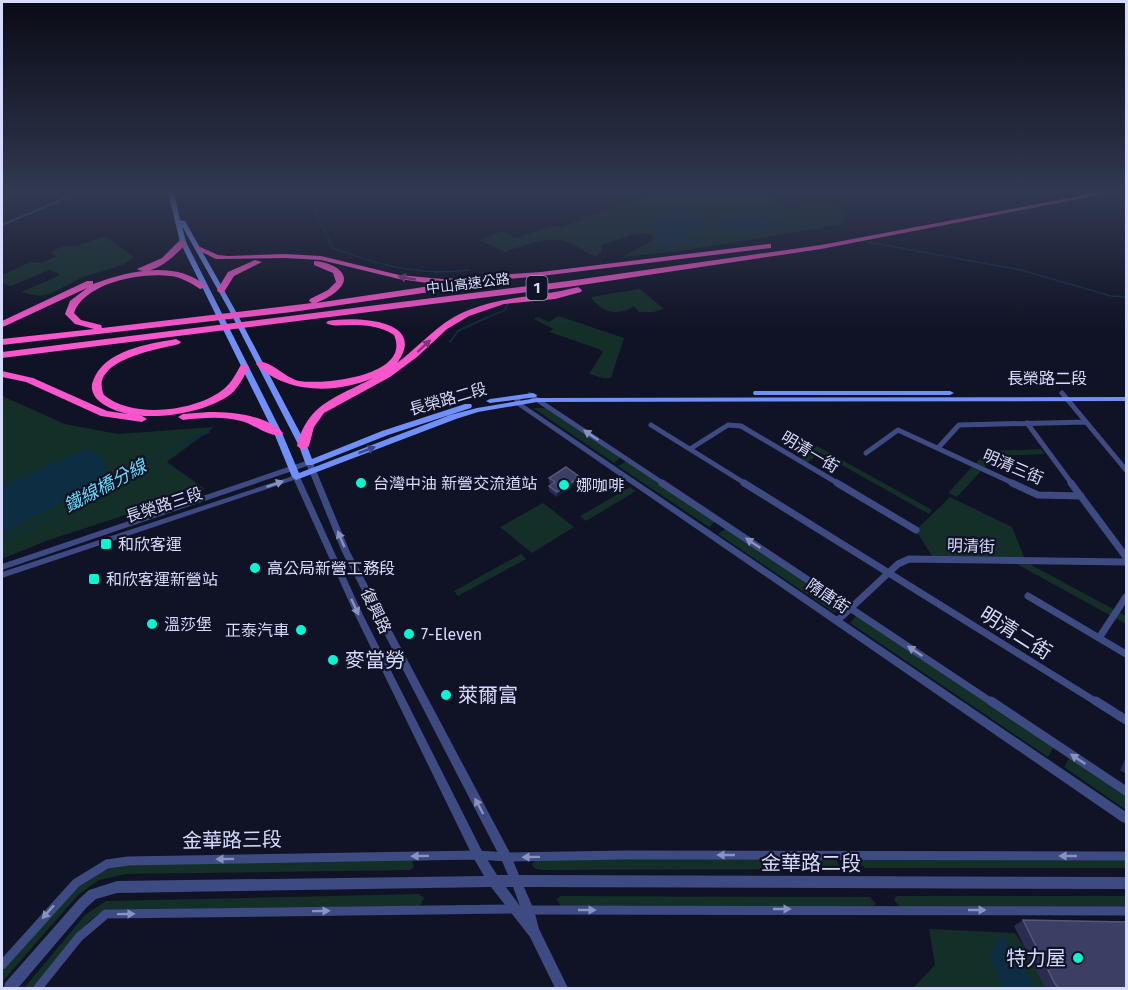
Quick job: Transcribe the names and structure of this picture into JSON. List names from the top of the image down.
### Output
{
  "streets": {
    "highway": ["中山高速公路", "1"],
    "main road": ["長榮路二段", "復興路"],
    "street": [
      "明清一街",
      "明清三街",
      "長榮路三段",
      "明清街",
      "隋唐街",
      "明清二街",
      "金華路三段",
      "金華路二段"
    ]
  },
  "crossings": [
    ["長榮路二段", "長榮路三段"],
    ["長榮路二段", "隋唐街"],
    ["長榮路二段", "復興路"],
    ["長榮路三段", "復興路"],
    ["明清街", "隋唐街"],
    ["明清街", "明清二街"],
    ["復興路", "金華路三段"],
    ["復興路", "金華路二段"],
    ["金華路三段", "金華路二段"]
  ],
  "water": ["鐵線橋分線"],
  "places": {
    "other": [
      "台灣中油 新營交流道站",
      "娜咖啡",
      "高公局新營工務段",
      "溫莎堡",
      "正泰汽車",
      "7-Eleven",
      "麥當勞",
      "萊爾富",
      "特力屋"
    ],
    "transit": ["和欣客運", "和欣客運新營站"]
  }
}
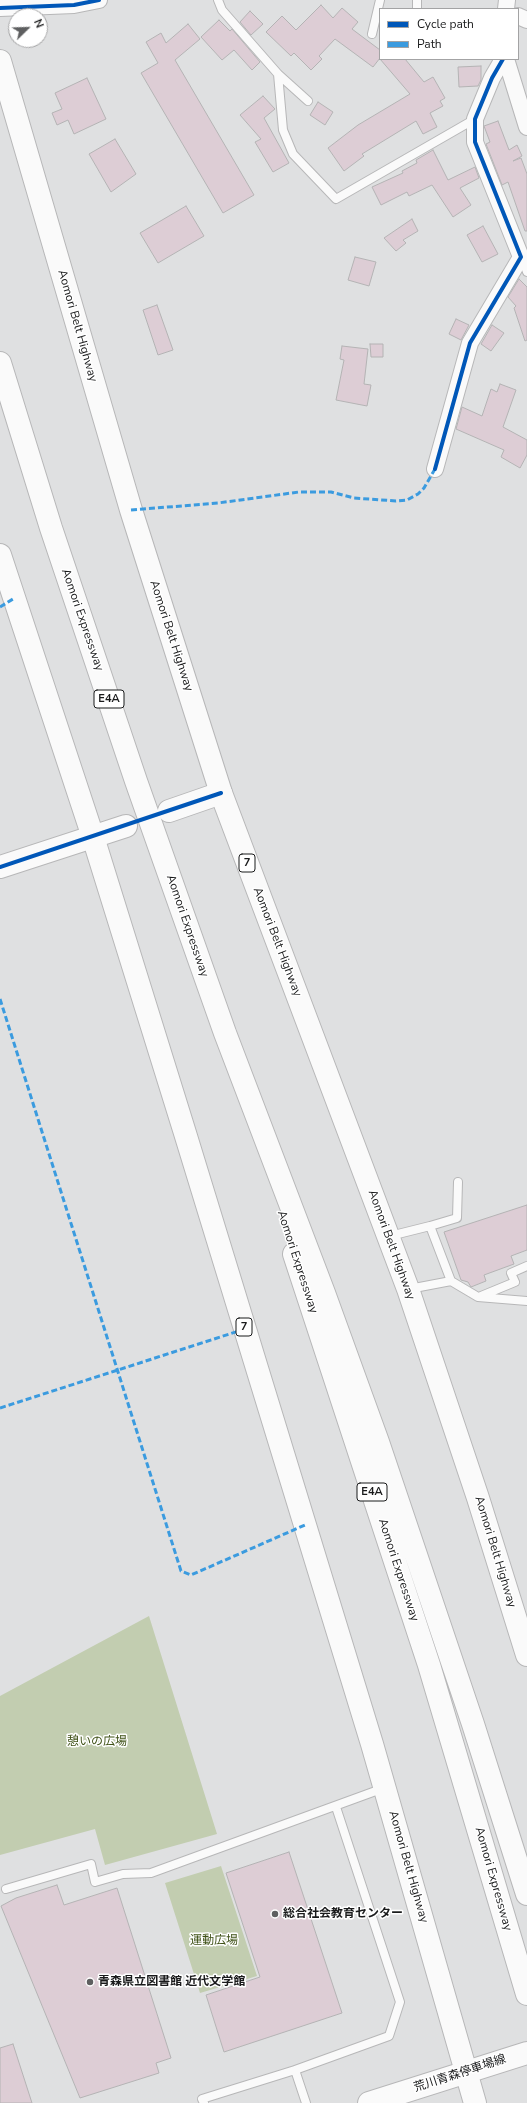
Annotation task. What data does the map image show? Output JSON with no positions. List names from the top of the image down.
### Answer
{
  "streets": {
    "main road": [
      "Aomori Belt Highway",
      "Aomori Expressway",
      "E4A",
      "7",
      "荒川青森停車場線"
    ]
  },
  "crossings": [
    ["Aomori Belt Highway", "荒川青森停車場線"]
  ],
  "parks": ["憩いの広場", "運動広場"],
  "places": ["総合社会教育センター", "青森県立図書館 近代文学館"],
  "legend": ["Cycle path", "Path"],
  "north": "top right"
}
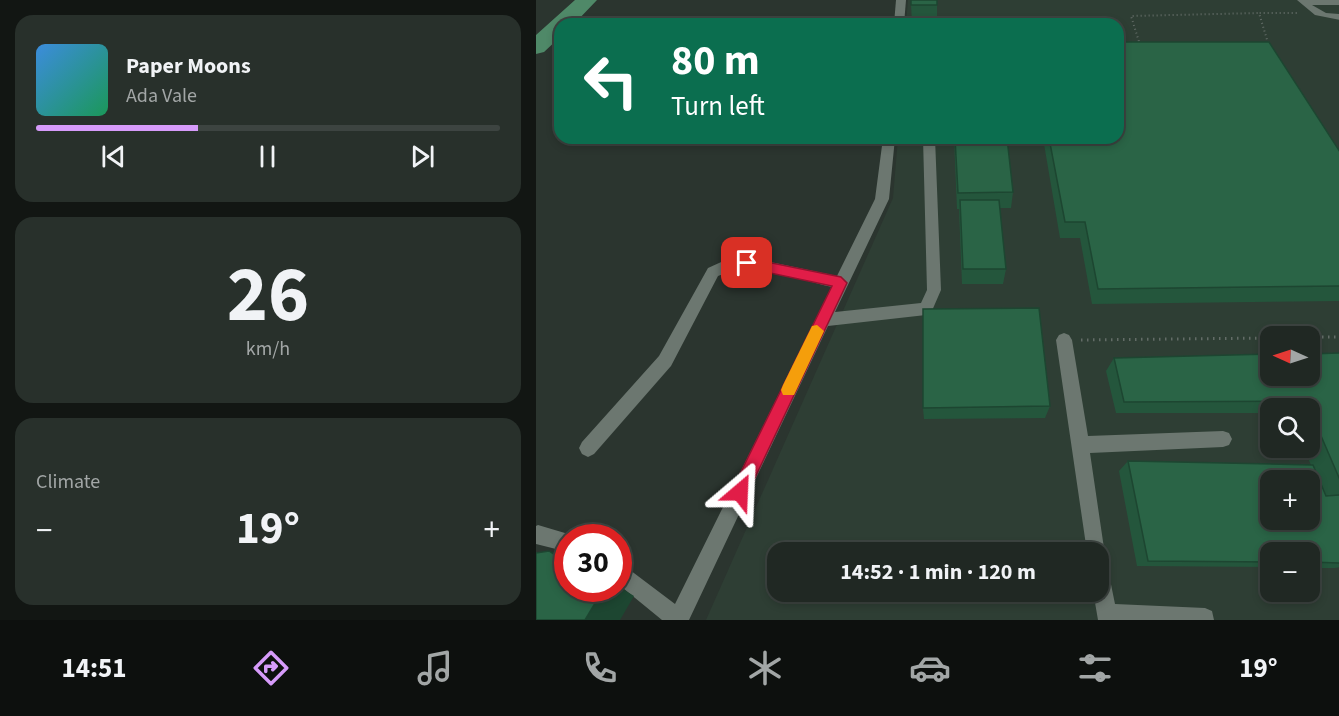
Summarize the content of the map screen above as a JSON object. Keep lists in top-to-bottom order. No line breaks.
{"north":"left","page":{"turn":["80 m","Turn left"],"song":["Paper Moons","Ada Vale"],"tile":[["26","km/h"],"Climate"],"map_buttons":["+","−"],"heat":["−","19°","+"],"limit":"30","trip":"14:52 · 1 min · 120 m","tabs":["14:51","19°"]}}
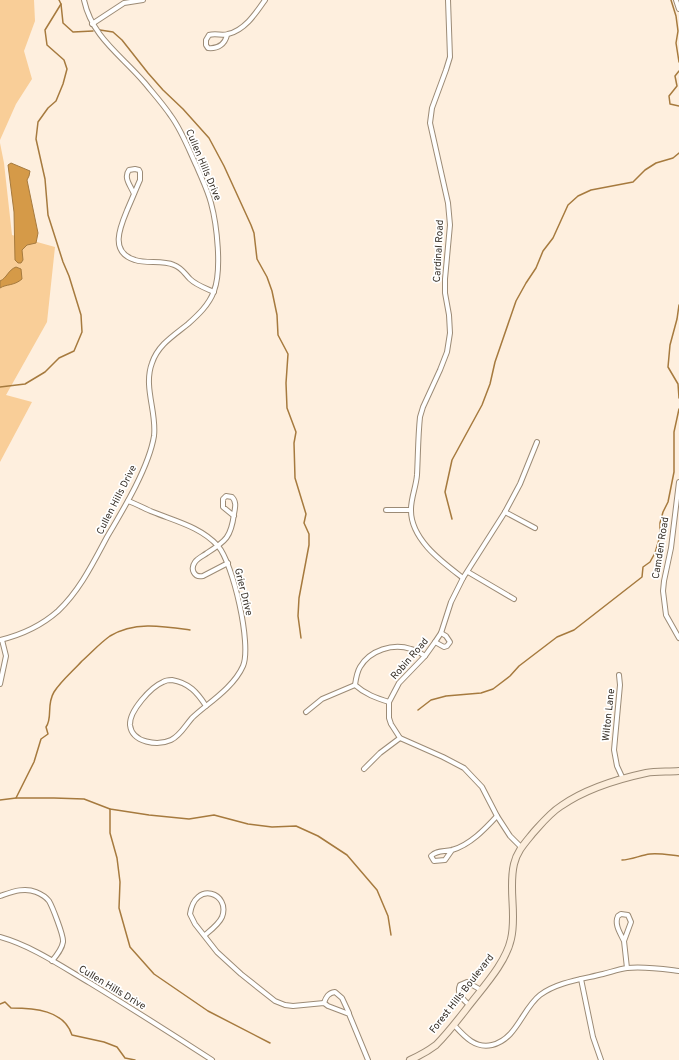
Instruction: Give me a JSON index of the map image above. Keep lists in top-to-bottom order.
{
  "streets": {
    "main road": ["Forest Hills Boulevard"],
    "street": [
      "Cullen Hills Drive",
      "Cardinal Road",
      "Camden Road",
      "Grier Drive",
      "Robin Road",
      "Wilton Lane"
    ]
  },
  "crossings": [
    ["Cullen Hills Drive", "Grier Drive"],
    ["Cardinal Road", "Robin Road"],
    ["Wilton Lane", "Forest Hills Boulevard"]
  ]
}
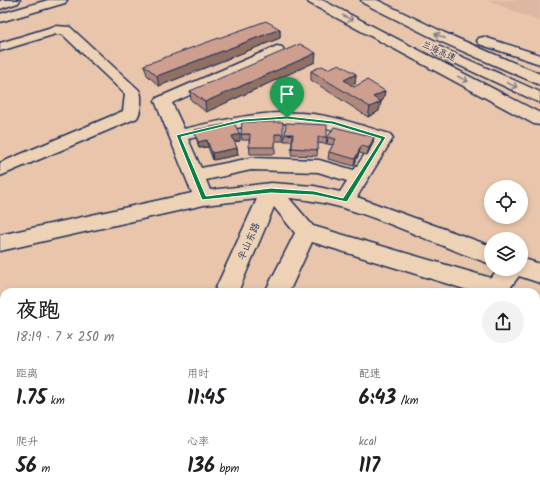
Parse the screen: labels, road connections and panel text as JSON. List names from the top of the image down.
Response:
{
  "streets": {
    "main road": ["兰海高速", "半山东路"]
  },
  "page": {
    "heading": ["夜跑", "18:19 · 7 × 250 m"],
    "stats": [
      ["距离", "1.75 km"],
      ["用时", "11:45"],
      ["配速", "6:43 /km"],
      ["爬升", "56 m"],
      ["心率", "136 bpm"],
      ["kcal", "117"]
    ]
  }
}
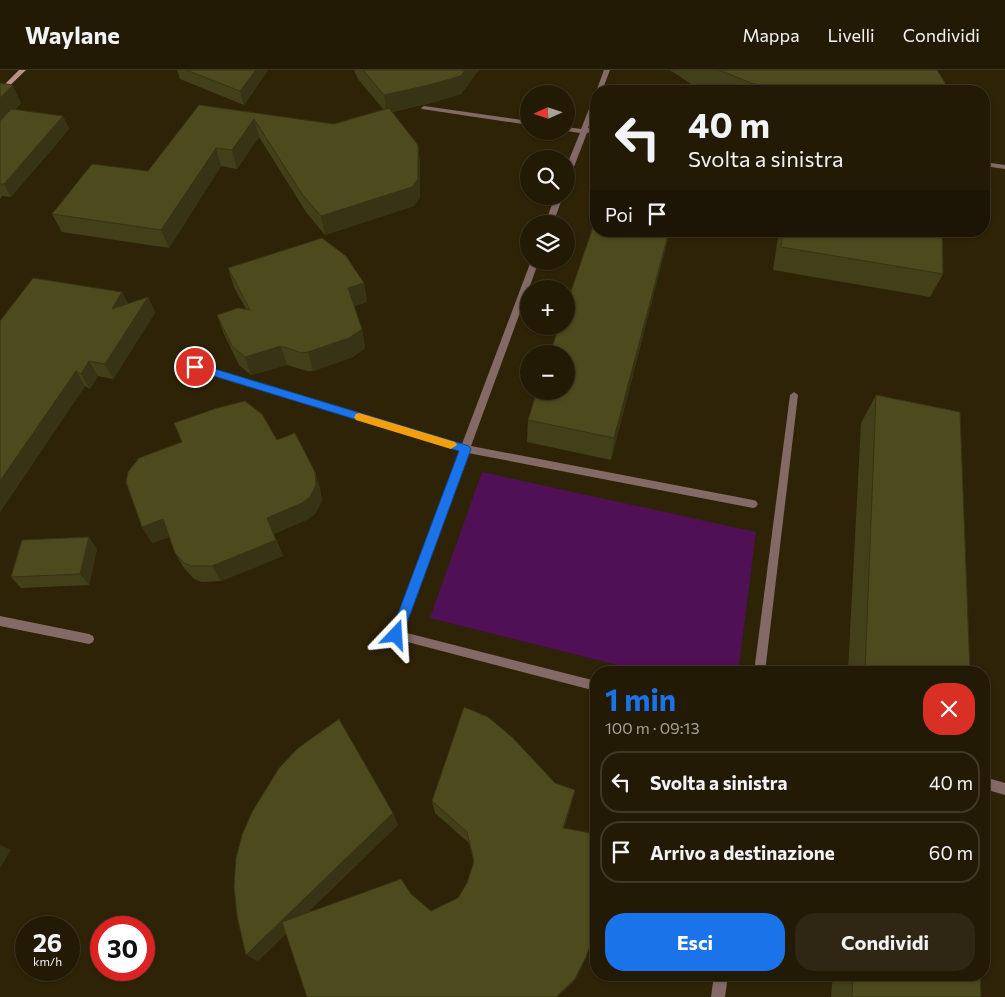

·····

[Assigned task] Only lines belong in the copy, not pictures: write out exactly the lines of the records from the first through the one holding "Parse the screen: labels, road".

[Answer section]
Quick job: Transcribe the names and structure of this picture into JSON. List names from the top of the image down.
### Output
{
  "streets": {
    "highway": ["中山高速公路", "1"],
    "main road": ["長榮路二段", "復興路"],
    "street": [
      "明清一街",
      "明清三街",
      "長榮路三段",
      "明清街",
      "隋唐街",
      "明清二街",
      "金華路三段",
      "金華路二段"
    ]
  },
  "crossings": [
    ["長榮路二段", "長榮路三段"],
    ["長榮路二段", "隋唐街"],
    ["長榮路二段", "復興路"],
    ["長榮路三段", "復興路"],
    ["明清街", "隋唐街"],
    ["明清街", "明清二街"],
    ["復興路", "金華路三段"],
    ["復興路", "金華路二段"],
    ["金華路三段", "金華路二段"]
  ],
  "water": ["鐵線橋分線"],
  "places": {
    "other": [
      "台灣中油 新營交流道站",
      "娜咖啡",
      "高公局新營工務段",
      "溫莎堡",
      "正泰汽車",
      "7-Eleven",
      "麥當勞",
      "萊爾富",
      "特力屋"
    ],
    "transit": ["和欣客運", "和欣客運新營站"]
  }
}
Annotation task. What data does the map image show? Output JSON with no positions. List names from the top of the image down.
### Answer
{
  "streets": {
    "main road": [
      "Aomori Belt Highway",
      "Aomori Expressway",
      "E4A",
      "7",
      "荒川青森停車場線"
    ]
  },
  "crossings": [
    ["Aomori Belt Highway", "荒川青森停車場線"]
  ],
  "parks": ["憩いの広場", "運動広場"],
  "places": ["総合社会教育センター", "青森県立図書館 近代文学館"],
  "legend": ["Cycle path", "Path"],
  "north": "top right"
}
Summarize the content of the map screen above as a JSON object. Keep lists in top-to-bottom order. No line breaks.
{"north":"left","page":{"turn":["80 m","Turn left"],"song":["Paper Moons","Ada Vale"],"tile":[["26","km/h"],"Climate"],"map_buttons":["+","−"],"heat":["−","19°","+"],"limit":"30","trip":"14:52 · 1 min · 120 m","tabs":["14:51","19°"]}}
Instruction: Give me a JSON index of the map image above. Keep lists in top-to-bottom order.
{
  "streets": {
    "main road": ["Forest Hills Boulevard"],
    "street": [
      "Cullen Hills Drive",
      "Cardinal Road",
      "Camden Road",
      "Grier Drive",
      "Robin Road",
      "Wilton Lane"
    ]
  },
  "crossings": [
    ["Cullen Hills Drive", "Grier Drive"],
    ["Cardinal Road", "Robin Road"],
    ["Wilton Lane", "Forest Hills Boulevard"]
  ]
}
Parse the screen: labels, road connections and panel text as JSON. List names from the top of the image down.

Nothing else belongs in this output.